Step 3: Search Your Amazon CloudSearch Domain - Amazon CloudSearch

Step 3: Search Your Amazon CloudSearch Domain

You can use the search tester in the Amazon CloudSearch console to submit sample search requests and view the results. You can also submit sample search requests through a Web browser or using cURL. In your application, you can use any HTTP library to send search traffic to your Amazon CloudSearch domain.

Searching with the Search Tester

The search tester in the Amazon CloudSearch console enables you to submit sample search requests using any of the supported query parsers: simple, structured, lucene, or dismax. By default, requests are processed with the simple query parser. You can specify options for the selected parser, filter and sort the results, and browse the configured facets. The search hits are automatically highlighted in the search results. For information about how this is done, see Highlighting Search Hits in Amazon CloudSearch. You can also select a suggester to get suggestions as you enter terms in the Search field. (You must configure a suggester before you can get suggestions. For more information see Getting Autocomplete Suggestions in Amazon CloudSearch.)

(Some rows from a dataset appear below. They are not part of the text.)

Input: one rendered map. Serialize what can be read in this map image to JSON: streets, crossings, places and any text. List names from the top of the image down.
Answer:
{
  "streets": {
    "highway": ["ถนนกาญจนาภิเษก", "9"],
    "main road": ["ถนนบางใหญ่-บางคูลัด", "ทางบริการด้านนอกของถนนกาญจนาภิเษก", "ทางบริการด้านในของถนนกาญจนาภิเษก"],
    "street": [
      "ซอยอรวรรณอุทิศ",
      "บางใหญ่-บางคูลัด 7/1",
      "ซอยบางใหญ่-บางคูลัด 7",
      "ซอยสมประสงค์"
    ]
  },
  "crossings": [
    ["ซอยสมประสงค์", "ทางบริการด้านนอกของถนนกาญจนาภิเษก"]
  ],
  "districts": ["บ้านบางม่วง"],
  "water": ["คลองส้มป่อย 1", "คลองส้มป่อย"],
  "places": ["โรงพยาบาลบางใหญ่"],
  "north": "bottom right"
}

By default, results are sorted according to an automatically-generated relevance score, _score. For information about customizing how results are ranked, see Sorting Results in Amazon CloudSearch.

To search your domain
  1. Go to the Amazon CloudSearch console at https://console.aws.amazon.com/cloudsearch/home.

  2. In the left navigation panel, choose your movies domain to open its configuration.

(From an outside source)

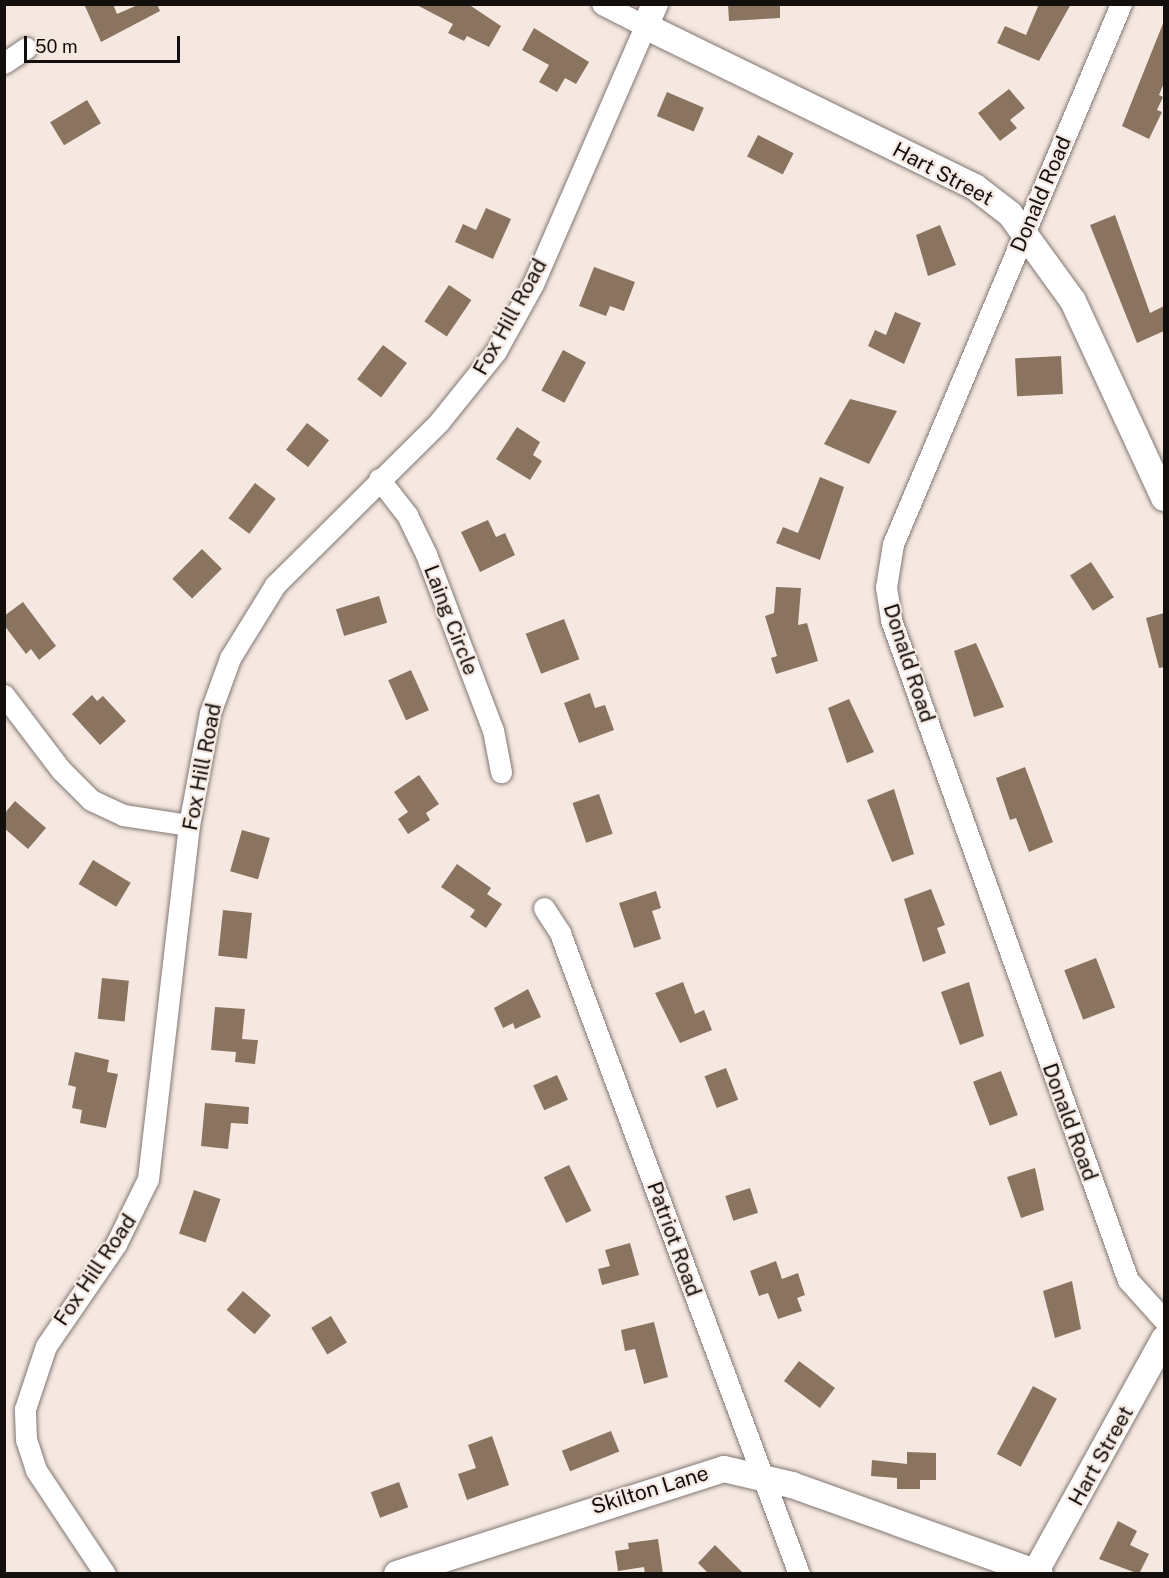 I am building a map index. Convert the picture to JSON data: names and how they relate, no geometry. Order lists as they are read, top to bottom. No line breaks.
{"streets":{"street":["Hart Street","Donald Road","Fox Hill Road","Laing Circle","Patriot Road","Skilton Lane"]},"crossings":[["Hart Street","Donald Road"],["Hart Street","Fox Hill Road"],["Hart Street","Skilton Lane"],["Fox Hill Road","Laing Circle"],["Patriot Road","Skilton Lane"]],"scale_bar":"50 m"}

  3. Choose Run a test search.

  4. To perform a simple text search, enter a search query and choose Run. By default, all text and text-array fields are searched.

To search particular fields, expand Options and enter a comma-separated list of the fields you want to search for in the Search fields field. You can append a weight to each field with a caret (^) to control the relative importance of each field in the search results. For example, specifying title^5, description weights hits in the title field five times more than hits in the description field when calculating relevance scores for each matching document.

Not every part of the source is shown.